In the past months Adam Ondra has been working through some projects at his home crags in the Czech Republic with his efforts yielding not one but two potential V15s. Not finished, over the weekend he did the FA of Terranova at Holštejn suggesting the lofty grade of V16 for the line.
In registering the ascent on his 8a.nu scorecard Ondra calls the problem “not the most inspiring line” and indicates that the it is a traverse along the bottom of a sport climbing crag. About the 12 move line he also says, “definitely not the way bouldering should look like”.

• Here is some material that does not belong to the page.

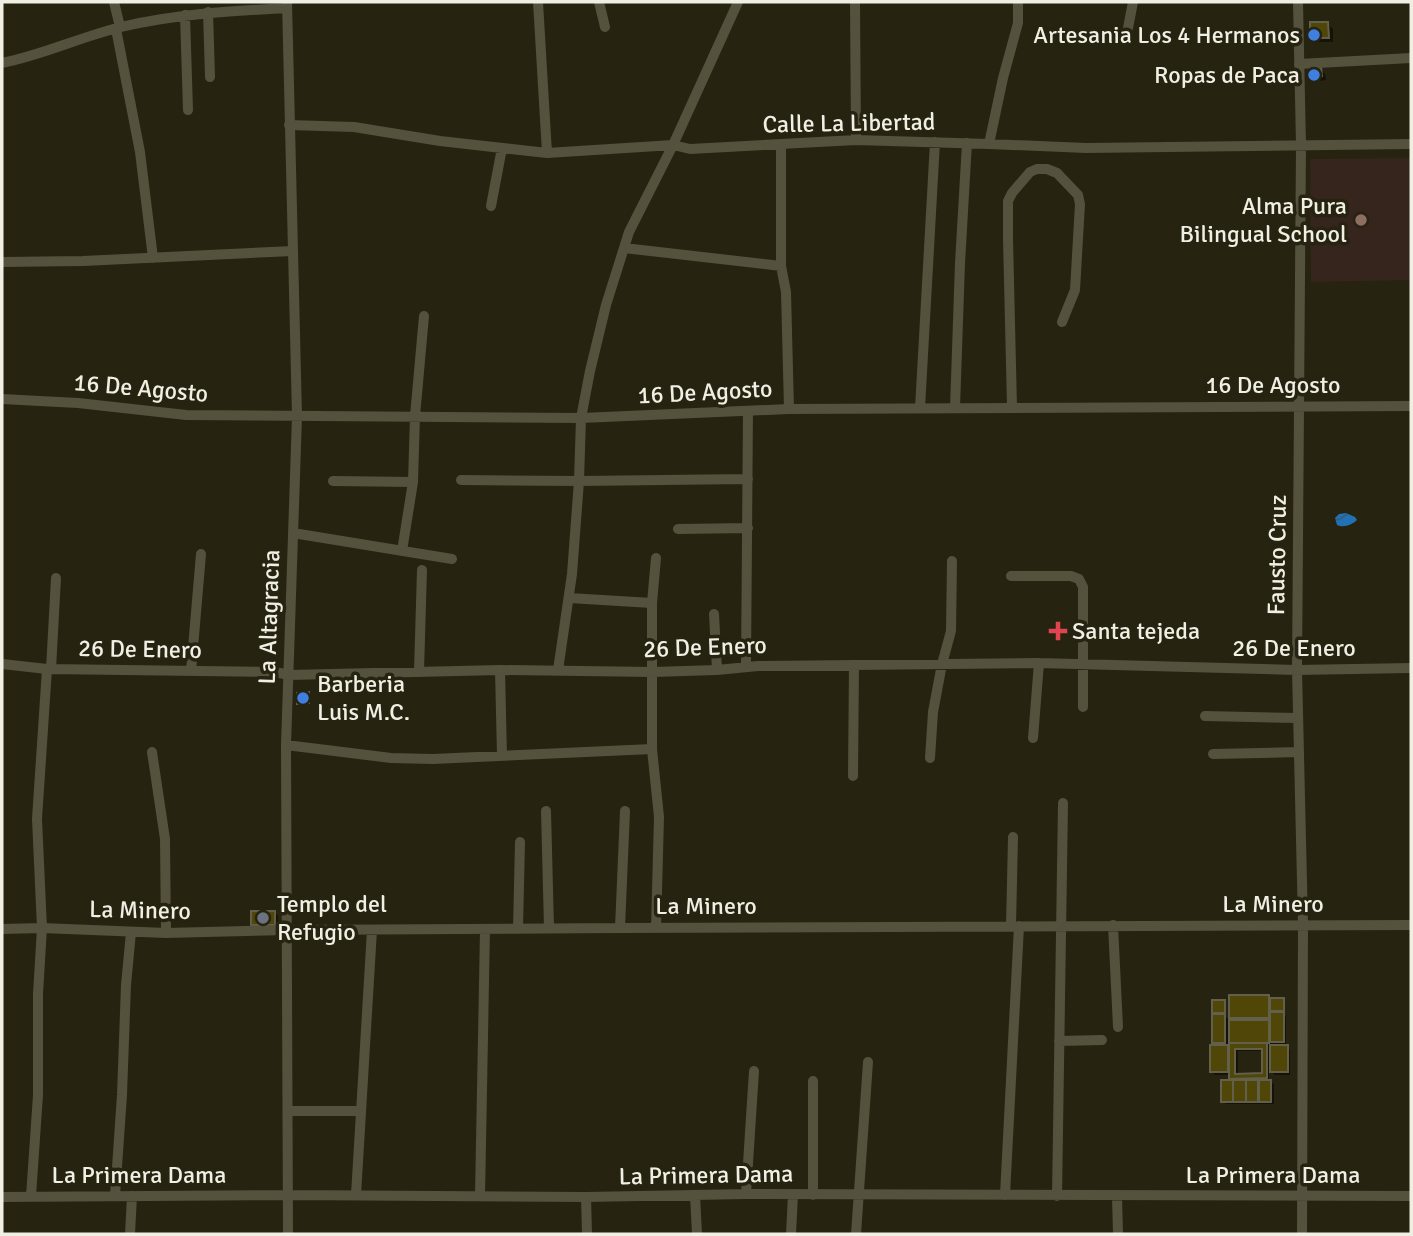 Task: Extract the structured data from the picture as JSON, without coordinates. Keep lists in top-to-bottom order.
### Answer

Since a proposed grade of V16 is sure to raise some eyebrows Ondra explained some of his reasoning in this report on UKClimbing:
I know that if I feel that this climb is harder that the rest of the 8C’s I have done, it does not necessarily mean that it is 8C+, but I feel it would be stupid to keep calling something soft 8C, mid 8C and hard 8C. In my opinion, Terranova breached the barrier of hard 8C, that is how I feel it compared to other climbs I tried or did.
Check out the full UKClimbing update for more of Ondra’s thoughts on the grade and the problem itself.
In the end the suggested grade may not really matter since it seems unlikely that this or any of his other problems in the Czech Republic will see much effort in the way of repeats owing to their location and the somewhat local[1. Traverses, no top outs, etc.] nature of the lines. Time will tell I suppose.